The school participates as the host school / lead agency for a joint cooperative ice hockey team with Lenape Valley Regional High School, while Lenape is the host school for co-op boys / girls swimming teams. These co-op programs operate under agreements scheduled to expire at the end of the 2023–24 school year.

===Field hockey===
The field hockey team won the North I Group I state sectional championship in 1976, 1979, 2014 and 2016-2018, and won the North I Group II title in 1981-1986.

===Wrestling===
The boys' team won the North I Group I state sectional championships in 2009 and 2010, winning against Kittatinny Regional High School both years. 2009 marked the program's first sectional title, achieved with a 40-26 win against Kittatinny. The team won its second consecutive title with a 36-28 win against Kittatinny, and made it to the Group I state championship before losing to Paulsboro High School.
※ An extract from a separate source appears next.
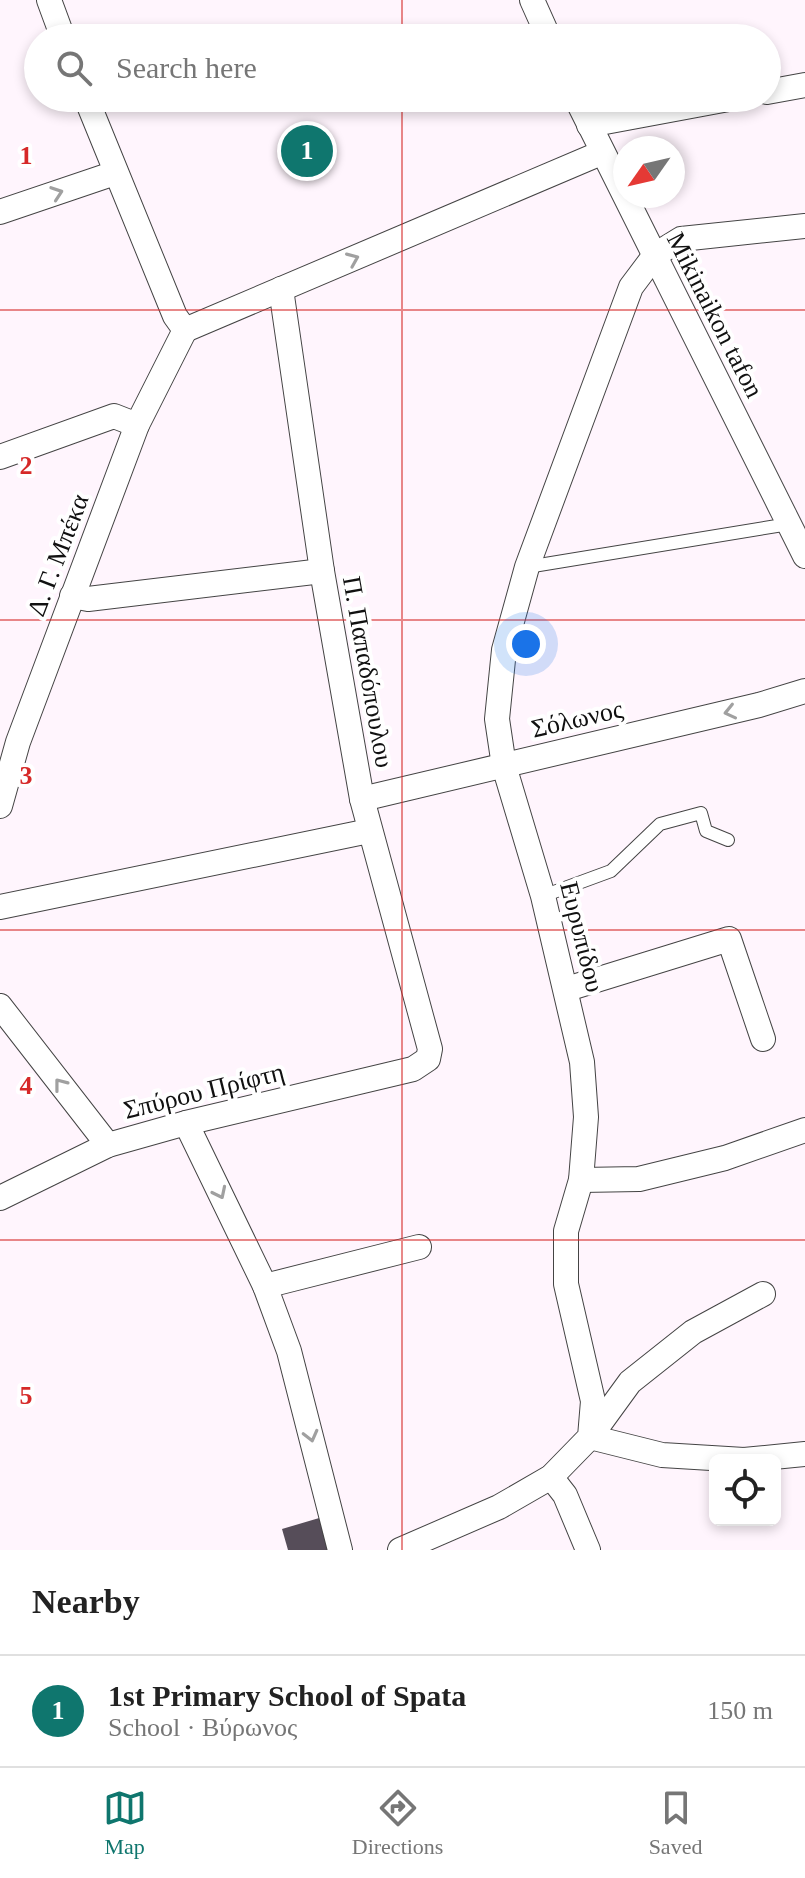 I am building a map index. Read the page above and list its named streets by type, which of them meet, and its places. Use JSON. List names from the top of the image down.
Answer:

Newton ranks first all-time in the number of individual state champions crowned, with 81 titles won through 2024.

===Boys' baseball===
- The 1985 boys' baseball team won the Group II state championship, with a 4-3 win against Shore Regional High School on a run scored in the bottom of the ninth in the tournament final.

===Girls' basketball===
- In 2001, the girls' basketball team took the North I, Group II title, edging Harrison High School 67-65. The 2002 team repeated the title, topping Indian Hills High School 62-56 in the tournament final. The team won for a third consecutive year in 2003, defeating Dumont High School 67-46.

===Boys' soccer===
- The boys' soccer team won the North I, Group II state sectional championship in 1999 with a 2–0 win over Hopatcong High School.
- The 2005 team won the North I, Group II state sectional title with a 2–0 win against Glen Rock High School.
- The 2011 team won the North I, Group II state sectional title with a 1–0 win against Mountain Lakes High School.
- The team won the Group II state championship in 2012, defeating Holmdel High School in the tournament final.

===Football===
The program finished the season with an undefeated 12-0 record and won its first sectional championship in 2017, with a 28-14 win against Lakeland Regional High School in the final game of the North I, Group II tournament, played at Kean University.

==Ice hockey==
The ice hockey team won the McMullen Cup in 2013 and the Haas Cup in 2017. The 2013 team, as a co-op with Lenape Valley Regional, won the McMullen Cup with a 4-1 win against Bernards High School in the championship game played at the Richard J. Codey Arena. The 2017 co-op team defeated Vernon Township High School by a score of 2-1 at the Mennen Arena to become the first school from Sussex County to win the Haas Cup.

==Administration==
The school's principal is Jon Deeb. Core members of the school's administration include the two assistant principals.

==Notable alumni==
- Melkart Abou Jaoude, college football player.
- John C. Mather (born 1946), winner of the Nobel Prize in Physics in 2006.